Relationship between MapReduce, Spark, YARN, and HDFS!
Relationship between MapReduce, Spark, YARN, and HDFS !
In Big Data era Hadoop is the de facto standard for developing of big data applications by using MapReduce framework. And Hadoop is composed of one or more master nodes and any number of slave nodes depends up on the data needed. Hadoop simplifies distributed applications by saying that the data center is the computer, and by providing map () and reduce () functions that allow application developers or programmers to utilize those data centers. Hadoop implements the MapReduce paradigm efficiently and is quite simple to learn; it is a powerful tool for processing large amounts of data in the range of terabytes and petabytes.
Apache Hadoop is a well know and de-facto framework for processing large Big data sets through parallel & distributed computing. YARN(Yet Another Resources Negotiator ) allowed Hadoop to evolve from a simple MapReduce engine to a big data ecosystem that can run heterogeneous (MapReduce and non-MapReduce) apps concurrently or we can call YARN takes Hadoop to next level.

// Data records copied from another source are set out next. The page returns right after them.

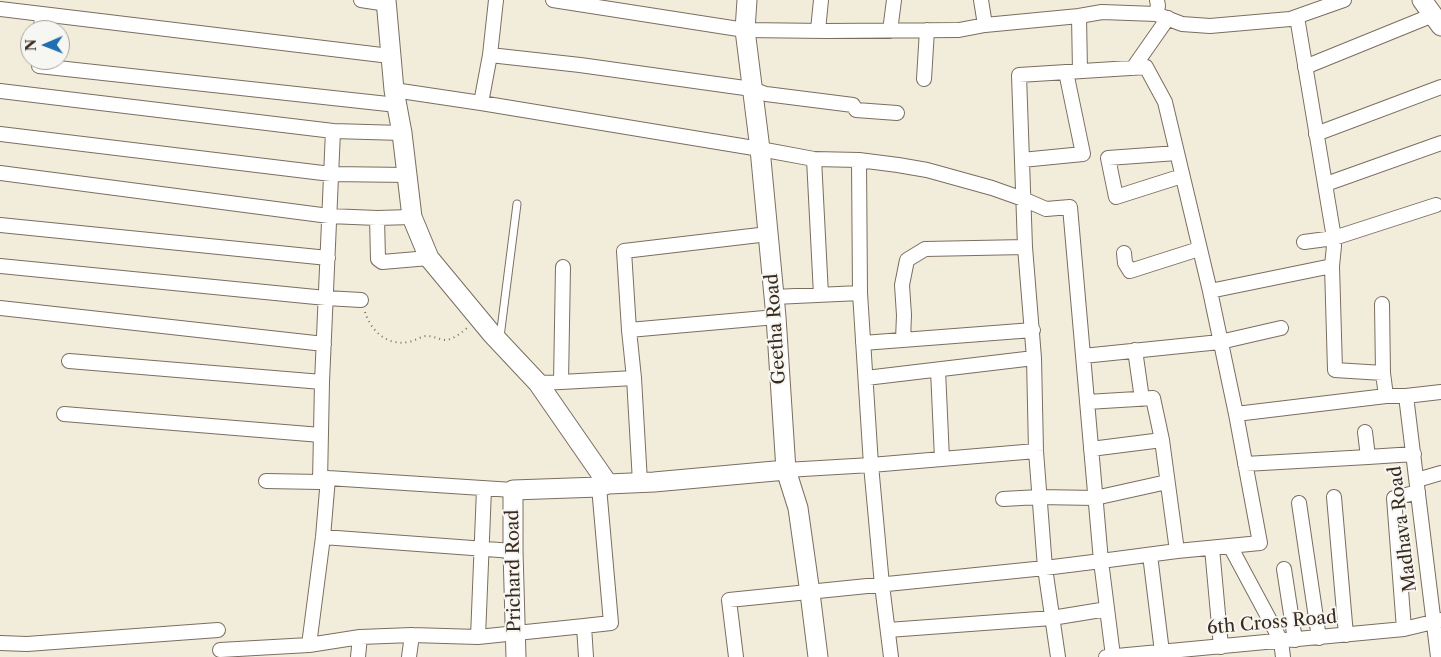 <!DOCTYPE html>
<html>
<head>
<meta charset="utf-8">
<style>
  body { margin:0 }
  #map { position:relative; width:1441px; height:657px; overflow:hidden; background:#f2ecdb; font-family:"Libre Caslon Text",serif }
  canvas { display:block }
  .north { position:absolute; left:20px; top:20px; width:50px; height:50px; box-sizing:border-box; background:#f6f6f2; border:1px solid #aba49d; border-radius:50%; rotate:269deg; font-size:14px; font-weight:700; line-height:20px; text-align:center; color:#3b2a1e }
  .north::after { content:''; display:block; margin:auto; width:18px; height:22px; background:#1f6fb2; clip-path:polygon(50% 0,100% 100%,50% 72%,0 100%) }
</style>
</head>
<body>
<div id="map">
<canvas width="1441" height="657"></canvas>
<div class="north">N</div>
</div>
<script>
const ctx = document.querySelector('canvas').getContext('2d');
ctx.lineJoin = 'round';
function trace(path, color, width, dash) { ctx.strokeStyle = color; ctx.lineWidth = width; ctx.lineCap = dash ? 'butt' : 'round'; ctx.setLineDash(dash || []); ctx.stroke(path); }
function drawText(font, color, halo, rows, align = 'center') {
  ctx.font = font + ' "Libre Caslon Text",serif'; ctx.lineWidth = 4; ctx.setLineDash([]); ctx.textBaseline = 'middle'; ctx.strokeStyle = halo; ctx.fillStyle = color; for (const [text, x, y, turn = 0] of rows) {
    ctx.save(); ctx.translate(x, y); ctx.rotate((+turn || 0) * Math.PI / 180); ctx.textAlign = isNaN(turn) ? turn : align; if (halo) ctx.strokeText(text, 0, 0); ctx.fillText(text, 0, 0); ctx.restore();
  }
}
const lane = new Path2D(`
  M500,337l17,-133`);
const street = new Path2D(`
  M361,0l26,4
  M553,0l192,30 81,1 133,-1 26,-5 94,-9 23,-4 54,2 26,10 28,2 80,-7 54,-19
  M981,0l4,25
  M0,9l42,5 -1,16
  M42,14l348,42
  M1156,14l2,-8 -1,-6
  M1079,16l1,55
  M1297,17l37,221v8l-2,20
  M818,30l3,-30
  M890,31l4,-31
  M490,55l90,10 172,24 14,5 87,11 3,5 41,3
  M39,60v6l358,39
  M1305,67l128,-52
  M1133,68l35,-50
  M924,79l3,-49
  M394,90l87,13 279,46 54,10 45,1 39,5 29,5 65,18 31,11 23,10 24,-2 31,354 -56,7 -316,32 7,57
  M0,91l333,40
  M481,103l9,-48 6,-55
  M0,134l331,40 76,1
  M1316,134l125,-47
  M1177,153l-69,5 8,39 66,-21
  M814,159l7,136
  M859,160l1,133 11,172 11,120 9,72
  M1022,160l61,-6 -17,-82
  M0,173l329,43 48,2 35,-1
  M1326,184l115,-41
  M377,218l1,41 4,3 47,-4
  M0,225l328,33
  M1304,242l30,-4 102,-33
  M1124,253l1,10 5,8 69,-22
  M0,266l326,32 35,2
  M1210,291l122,-25 3,104 48,3 3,23
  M774,297l86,-4
  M1382,304l1,69
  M0,308l324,36
  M629,330l147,-13
  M903,340l1,-25 -2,-30 5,-25 18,-11 100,-2
  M863,343l170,-13
  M1135,350l7,49
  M1083,356l137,-14 61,-14
  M69,361l253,21
  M938,370l4,89
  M634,378l-5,-48 -5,-79 144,-17
  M866,378l168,-20
  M561,382l73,-4 6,104
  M538,383l23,-1 2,-115
  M1406,396l32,261
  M1087,402l66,-4 9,42
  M64,414l257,21
  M1236,414l150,-18h20l35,-4
  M1091,449l71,-9 15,111
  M1368,457l46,-3
  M1245,464l123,-7 -3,-25
  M786,470l85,-5 165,-14
  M1417,480l24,-7
  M266,481l54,1 8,-4 185,12
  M320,482l2,-100 11,-251 69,2
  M1334,497l12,138
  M1003,499l36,-2 56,1 72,-16
  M1299,503l20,135
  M323,537l190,14
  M1230,546l51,95 2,16
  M1212,548l9,99
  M1150,555l12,97
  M1284,569l11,71
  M584,626l27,-3 -12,-136
  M1404,629l-10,-131 24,-6
  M888,630l164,-12 55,-9
  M478,637l6,-148
  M0,643l27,1 191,-14
  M309,645l14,-108 5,-59
  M220,650l89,-5 51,-8 52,-2 66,2 106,-11 2,31
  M358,657l2,-20
  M409,657l3,-22
  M1058,657l-13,-89 -9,-117 -2,-93 -9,-111 -6,-172 127,-8 19,35 45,189 26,123 24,129 -83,8 -76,10 12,95
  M1106,657l298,-28 37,-9`);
const secondary = new Path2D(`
  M386,0l8,90 8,43 10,84 17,41 63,76 46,49 70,101 46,-2 132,-12
  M747,0l-2,30 15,119 16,168 10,153 12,38 12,85 8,64
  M1422,0l19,26
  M516,657l-3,-106v-61l86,-3 9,-3`);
trace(lane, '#7b6e60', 9);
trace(street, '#7b6e60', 16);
trace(secondary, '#7b6e60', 21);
trace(new Path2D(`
  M365,312c6,19 22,34 43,30 7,-1 13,-6 19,-6 7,0 13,4 19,4 8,-1 15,-7 21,-12`), '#7b6e60', 2, [1, 4]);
trace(lane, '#fff', 7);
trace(street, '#fff', 14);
trace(secondary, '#fff', 19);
drawText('18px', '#3b2a1e', '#f6f6f2', [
  ["Geetha Road",776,329,-94],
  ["Madhava Road",1403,529,-97],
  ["Prichard Road",514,571,-91],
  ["6th Cross Road",1272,623,-5]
]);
</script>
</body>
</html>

Both Hadoop and Spark framework are open source and enable us to perform a very huge volume of computations and data processing in distributed environments.
And these frameworks implements scale-out methods to address the scalability problem which is efficient. And they can be set up to run intensive computations in the MapReduce paradigm on thousands of servers. Spark’s API has a higher-level abstraction than Hadoop’s API; for this reason, we are able to express Spark solutions in a single Java driver class.
Hadoop and Spark are two different distributed software frameworks. Hadoop is a MapReduce framework on which we can run jobs by supporting the functions like map(), combine(), and reduce(). The MapReduce paradigm works well at one-pass computation it means map() function should be first and then reduce() function. But actually it is inefficient for multiple pass of data and algorithms. Also please note Apache Spark is not a MapReduce framework, but can be easily used to support a MapReduce framework’s functionality like map() and redcue() which has the proper API to handle map() and reduce() functions. The best of Spark design is it is not tied to a map phase and then a reduce phase. A Spark job can be an arbitrary DAG (directed acyclic graph) of map or reduce or shuffle phases. Spark programs may run with or without Hadoop, and Spark may use HDFS or other persistent storages like S3, CFS. In a nutshell, for a given Spark program or job, the Spark engine creates a DAG of task stages to be performed on the cluster, while MapReduce, on the other hand, creates a DAG with two predefined stages, map and reduce. Note that DAGs created by Spark can contain any number of stages. This allows most Spark jobs to complete faster than they would in MapReduce, with simple jobs completing after just one stage and more complex tasks completing in a single run of many stages, rather than having to be split into multiple jobs. As mentioned, Spark’s API is a higher-level abstraction than MapReduce. For example, a few lines of code in Spark might be equivalent to 30–40 lines of code in MapReduce.
Even though frameworks such as Hadoop and Spark are built on a shared-nothing paradigm, they do support sharing immutable data structures among all cluster nodes. In Hadoop, we may pass these values to mappers and reducers via Hadoop’s Configuration object and in Spark, we may share data structures among mappers and reducers by using Broadcast objects. In addition to Broadcast read-only objects, Spark supports write-only accumulators.
So now list outs the benefits for big data processing by Hadoop and Spark are Reliability, Scalability, Distributed processing, and Parallelism.
Both Hadoop and Spark provide more than map() and reduce() functionality and both provide plug-in model for custom record reading, secondary data sorting, and many more. A 100 feet view of the relationship between MapReduce, Spark, YARN, and HDFS is depicted in below picture.
This relationship shows that there are many ways to run MapReduce and Spark using HDFS (and non-HDFS filesystems). So MapReduce refers to the general MapReduce framework paradigm and Spark refers to a specific implementation of Spark using HDFS as a persistent storage or a compute engine . Spark can run without Hadoop using standalone cluster mode, which may use HDFS, NFS, and any other persistent data store. Spark can run with Hadoop using Hadoop’s YARN or MapReduce framework.
Let’s now quickly list out the major applications can be built using MapReduce, and Spark. They are Query log processing, Crawling, indexing, and search, Analytics, text processing, and sentiment analysis, Machine learning, Recommendation systems, Document clustering and classification, Bioinformatics, and Genome analysis.
Reference – Data Algorithms, Mahmoud Parsian and big data community.